Content starts

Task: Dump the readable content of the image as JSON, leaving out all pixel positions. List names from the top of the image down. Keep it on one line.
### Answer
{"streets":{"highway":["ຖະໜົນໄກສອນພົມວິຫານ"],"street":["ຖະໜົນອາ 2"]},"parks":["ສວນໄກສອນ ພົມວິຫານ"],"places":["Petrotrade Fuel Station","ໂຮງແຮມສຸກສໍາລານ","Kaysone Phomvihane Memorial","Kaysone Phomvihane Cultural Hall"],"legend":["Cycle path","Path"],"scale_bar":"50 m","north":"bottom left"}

Content ends

**Task statement**. Repeat every line of the listing without a single difference.

**Result of the exercise**.
Task: Dump the readable content of the image as JSON, leaving out all pixel positions. List names from the top of the image down. Keep it on one line.
### Answer
{"streets":{"highway":["ຖະໜົນໄກສອນພົມວິຫານ"],"street":["ຖະໜົນອາ 2"]},"parks":["ສວນໄກສອນ ພົມວິຫານ"],"places":["Petrotrade Fuel Station","ໂຮງແຮມສຸກສໍາລານ","Kaysone Phomvihane Memorial","Kaysone Phomvihane Cultural Hall"],"legend":["Cycle path","Path"],"scale_bar":"50 m","north":"bottom left"}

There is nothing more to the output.